A Critical Assessment of the Relationship between P/E Ratio, RONW and ROCE: A study of FMCG, IT and Banking Sectors
Keywords:Macroeconomic Variables, Overvalued Stock, Price-to-Earnings Ratio, Return on Capital Employed, Return on Net Worth, Stock Prices, Undervalued Stock
Stock investing requires careful analysis of financial data to find out the company’s true worth. Valuation ratios and Return ratios can predict the share price performance, giving investors an opportunity to know if a stock is overvalued or undervalued. Data for the period from 2010 to 2020 is considered for the study.
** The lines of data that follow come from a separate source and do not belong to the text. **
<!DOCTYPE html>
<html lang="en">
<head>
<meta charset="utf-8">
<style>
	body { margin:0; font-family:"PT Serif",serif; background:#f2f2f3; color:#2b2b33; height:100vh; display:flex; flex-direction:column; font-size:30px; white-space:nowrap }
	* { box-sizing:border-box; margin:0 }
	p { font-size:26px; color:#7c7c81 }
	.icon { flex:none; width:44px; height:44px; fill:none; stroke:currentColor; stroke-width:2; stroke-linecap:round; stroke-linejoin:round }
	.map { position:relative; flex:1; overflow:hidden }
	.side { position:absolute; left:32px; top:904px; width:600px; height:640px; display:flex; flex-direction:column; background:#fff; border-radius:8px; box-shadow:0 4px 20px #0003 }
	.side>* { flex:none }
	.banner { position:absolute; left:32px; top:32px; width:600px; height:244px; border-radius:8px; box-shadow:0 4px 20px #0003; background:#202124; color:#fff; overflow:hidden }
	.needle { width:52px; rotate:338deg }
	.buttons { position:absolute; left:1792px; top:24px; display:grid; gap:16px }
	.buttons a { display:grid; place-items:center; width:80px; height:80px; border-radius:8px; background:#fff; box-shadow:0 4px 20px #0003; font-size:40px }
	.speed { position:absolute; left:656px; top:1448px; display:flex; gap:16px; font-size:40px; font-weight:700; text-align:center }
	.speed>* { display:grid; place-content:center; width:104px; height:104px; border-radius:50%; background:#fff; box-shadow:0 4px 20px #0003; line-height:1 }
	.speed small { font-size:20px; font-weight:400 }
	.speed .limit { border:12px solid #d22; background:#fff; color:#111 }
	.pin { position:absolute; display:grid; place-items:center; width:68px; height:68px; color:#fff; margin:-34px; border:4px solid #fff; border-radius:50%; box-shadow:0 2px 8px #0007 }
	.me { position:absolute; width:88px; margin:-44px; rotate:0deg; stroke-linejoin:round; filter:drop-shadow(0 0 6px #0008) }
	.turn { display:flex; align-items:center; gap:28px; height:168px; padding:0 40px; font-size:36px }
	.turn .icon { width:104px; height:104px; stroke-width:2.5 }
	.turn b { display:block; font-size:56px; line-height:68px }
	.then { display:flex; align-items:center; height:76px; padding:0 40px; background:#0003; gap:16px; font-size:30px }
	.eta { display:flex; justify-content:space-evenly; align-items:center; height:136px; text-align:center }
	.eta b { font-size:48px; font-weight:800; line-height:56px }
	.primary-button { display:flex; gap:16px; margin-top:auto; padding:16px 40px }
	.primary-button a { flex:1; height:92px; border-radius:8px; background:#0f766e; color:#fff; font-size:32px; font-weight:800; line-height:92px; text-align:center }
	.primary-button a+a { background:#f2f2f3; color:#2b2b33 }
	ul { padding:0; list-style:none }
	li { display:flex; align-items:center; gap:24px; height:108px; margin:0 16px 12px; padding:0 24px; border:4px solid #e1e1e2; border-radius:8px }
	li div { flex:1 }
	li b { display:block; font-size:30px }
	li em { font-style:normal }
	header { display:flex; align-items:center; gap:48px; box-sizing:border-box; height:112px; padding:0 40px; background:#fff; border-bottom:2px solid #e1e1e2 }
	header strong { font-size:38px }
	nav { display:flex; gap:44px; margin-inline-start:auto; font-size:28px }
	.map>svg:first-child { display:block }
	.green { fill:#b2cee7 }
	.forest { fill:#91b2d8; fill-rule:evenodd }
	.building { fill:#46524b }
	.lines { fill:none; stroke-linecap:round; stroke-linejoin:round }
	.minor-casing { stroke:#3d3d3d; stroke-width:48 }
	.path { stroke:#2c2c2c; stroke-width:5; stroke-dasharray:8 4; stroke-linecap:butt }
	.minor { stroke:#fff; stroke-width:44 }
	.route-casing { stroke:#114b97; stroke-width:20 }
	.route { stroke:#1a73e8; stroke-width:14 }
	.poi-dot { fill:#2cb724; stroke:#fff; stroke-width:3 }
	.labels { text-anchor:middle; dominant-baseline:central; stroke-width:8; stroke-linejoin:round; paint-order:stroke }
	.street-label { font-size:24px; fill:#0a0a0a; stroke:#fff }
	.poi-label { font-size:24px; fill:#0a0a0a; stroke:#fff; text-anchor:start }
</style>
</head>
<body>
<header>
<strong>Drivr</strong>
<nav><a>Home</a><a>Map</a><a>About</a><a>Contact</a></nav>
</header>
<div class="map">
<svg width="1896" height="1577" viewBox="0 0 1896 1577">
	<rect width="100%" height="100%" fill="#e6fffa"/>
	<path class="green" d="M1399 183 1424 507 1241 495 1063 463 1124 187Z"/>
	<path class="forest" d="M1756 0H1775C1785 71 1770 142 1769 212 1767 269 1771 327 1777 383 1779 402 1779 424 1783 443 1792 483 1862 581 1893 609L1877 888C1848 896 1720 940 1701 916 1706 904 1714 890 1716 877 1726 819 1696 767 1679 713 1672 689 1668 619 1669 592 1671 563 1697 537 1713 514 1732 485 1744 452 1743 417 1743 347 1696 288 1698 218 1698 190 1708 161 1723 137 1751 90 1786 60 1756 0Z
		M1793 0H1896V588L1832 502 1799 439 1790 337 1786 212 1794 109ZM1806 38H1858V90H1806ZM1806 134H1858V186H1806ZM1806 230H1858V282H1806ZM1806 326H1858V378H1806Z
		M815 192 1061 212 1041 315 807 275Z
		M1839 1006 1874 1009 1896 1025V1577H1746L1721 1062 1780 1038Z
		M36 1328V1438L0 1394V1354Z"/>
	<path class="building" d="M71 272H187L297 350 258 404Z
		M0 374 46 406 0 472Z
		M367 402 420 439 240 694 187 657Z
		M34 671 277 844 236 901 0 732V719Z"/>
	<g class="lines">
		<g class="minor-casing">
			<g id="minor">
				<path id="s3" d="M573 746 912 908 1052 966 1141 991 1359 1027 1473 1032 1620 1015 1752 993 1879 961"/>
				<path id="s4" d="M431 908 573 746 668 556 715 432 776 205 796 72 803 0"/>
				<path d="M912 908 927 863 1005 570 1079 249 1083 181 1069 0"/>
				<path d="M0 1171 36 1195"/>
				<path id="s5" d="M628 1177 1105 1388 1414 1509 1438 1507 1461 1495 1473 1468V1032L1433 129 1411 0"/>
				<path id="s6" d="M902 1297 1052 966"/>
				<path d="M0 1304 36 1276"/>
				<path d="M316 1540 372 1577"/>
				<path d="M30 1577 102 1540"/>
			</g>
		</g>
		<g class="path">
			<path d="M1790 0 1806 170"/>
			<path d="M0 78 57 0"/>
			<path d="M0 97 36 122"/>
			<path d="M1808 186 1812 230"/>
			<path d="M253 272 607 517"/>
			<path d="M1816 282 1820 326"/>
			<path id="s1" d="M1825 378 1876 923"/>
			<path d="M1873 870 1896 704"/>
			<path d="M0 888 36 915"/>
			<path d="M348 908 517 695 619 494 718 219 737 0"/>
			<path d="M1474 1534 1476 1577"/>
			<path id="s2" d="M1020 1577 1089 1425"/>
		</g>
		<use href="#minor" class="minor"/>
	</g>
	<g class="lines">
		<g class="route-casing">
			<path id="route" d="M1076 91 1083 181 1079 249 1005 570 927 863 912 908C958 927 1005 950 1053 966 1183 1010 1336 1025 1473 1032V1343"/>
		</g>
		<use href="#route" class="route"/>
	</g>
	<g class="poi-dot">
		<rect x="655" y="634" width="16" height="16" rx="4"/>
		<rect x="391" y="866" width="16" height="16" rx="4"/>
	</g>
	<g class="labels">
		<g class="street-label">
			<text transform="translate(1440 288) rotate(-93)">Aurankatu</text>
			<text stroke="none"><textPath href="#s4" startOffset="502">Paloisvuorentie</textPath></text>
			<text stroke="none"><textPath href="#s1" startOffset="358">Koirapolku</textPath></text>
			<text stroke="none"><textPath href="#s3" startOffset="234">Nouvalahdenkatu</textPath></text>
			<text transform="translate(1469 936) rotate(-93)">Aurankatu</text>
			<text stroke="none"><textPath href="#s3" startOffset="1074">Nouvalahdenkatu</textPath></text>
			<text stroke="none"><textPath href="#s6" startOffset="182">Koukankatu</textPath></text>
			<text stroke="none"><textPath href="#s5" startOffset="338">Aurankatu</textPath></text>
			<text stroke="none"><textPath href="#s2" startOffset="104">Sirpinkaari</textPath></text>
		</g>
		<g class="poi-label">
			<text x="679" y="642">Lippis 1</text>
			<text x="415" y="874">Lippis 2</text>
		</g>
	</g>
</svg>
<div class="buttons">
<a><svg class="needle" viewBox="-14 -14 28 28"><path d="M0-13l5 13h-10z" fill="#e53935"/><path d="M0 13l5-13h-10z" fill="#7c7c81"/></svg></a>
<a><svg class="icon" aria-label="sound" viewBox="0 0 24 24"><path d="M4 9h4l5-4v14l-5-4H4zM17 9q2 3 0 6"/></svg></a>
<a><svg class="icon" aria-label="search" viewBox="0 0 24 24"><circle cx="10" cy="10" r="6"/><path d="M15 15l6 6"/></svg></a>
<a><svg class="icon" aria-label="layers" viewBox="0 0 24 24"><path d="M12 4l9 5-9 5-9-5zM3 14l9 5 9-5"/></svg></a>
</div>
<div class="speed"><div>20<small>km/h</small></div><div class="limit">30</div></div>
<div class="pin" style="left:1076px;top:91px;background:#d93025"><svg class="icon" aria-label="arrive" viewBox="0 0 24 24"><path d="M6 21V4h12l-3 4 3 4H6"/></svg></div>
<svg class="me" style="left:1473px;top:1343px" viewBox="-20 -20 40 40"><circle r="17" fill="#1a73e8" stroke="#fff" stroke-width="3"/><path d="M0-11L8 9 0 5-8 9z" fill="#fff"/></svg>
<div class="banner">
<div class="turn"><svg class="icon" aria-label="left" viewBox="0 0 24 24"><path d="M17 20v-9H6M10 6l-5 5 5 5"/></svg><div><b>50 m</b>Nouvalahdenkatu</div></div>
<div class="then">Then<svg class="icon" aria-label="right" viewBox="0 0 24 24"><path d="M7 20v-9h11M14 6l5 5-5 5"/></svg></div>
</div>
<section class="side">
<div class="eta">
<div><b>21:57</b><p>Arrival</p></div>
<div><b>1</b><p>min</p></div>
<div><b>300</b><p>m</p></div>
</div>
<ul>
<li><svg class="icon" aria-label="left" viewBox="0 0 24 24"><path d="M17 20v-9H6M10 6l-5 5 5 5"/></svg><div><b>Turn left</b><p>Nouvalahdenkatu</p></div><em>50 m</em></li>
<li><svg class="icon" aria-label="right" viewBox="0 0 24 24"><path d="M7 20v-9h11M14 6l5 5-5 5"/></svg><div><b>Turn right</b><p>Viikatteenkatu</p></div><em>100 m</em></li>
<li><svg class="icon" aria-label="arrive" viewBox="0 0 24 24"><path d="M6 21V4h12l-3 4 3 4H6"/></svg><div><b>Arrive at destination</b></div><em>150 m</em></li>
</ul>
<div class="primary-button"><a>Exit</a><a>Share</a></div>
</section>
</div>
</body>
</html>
Price- Earnings ratio (P/E ratio), Return on Net Worth (RONW) and Return on Capital Employed (ROCE) for the top five companies in the FMCG, Banking, and IT sectors are taken for the study. The relationship between the identified variables has been analysed using correlation and linear regression techniques. The analysis reflects that there is a positive relationship between the P/E Ratio with RONW and ROCE for most of the companies in all three sectors. While many factors influence the investment decision, the P/E ratio is an important metric to consider. For the companies across the various sectors, it is evident that the ROCE and RONW have a very strong correlation and also exert influence on the P/E ratio. Therefore, a simple linear regression model is used to demonstrate the relationship between the P/E ratio and ROCE and P/E ratio and RONW. For all the companies across the sectors, a positive relationship is reflected between the P/E ratio and RONW and ROCE. It is essential to analyze the ratios together to get a comprehensive understanding of the financial performance of companies.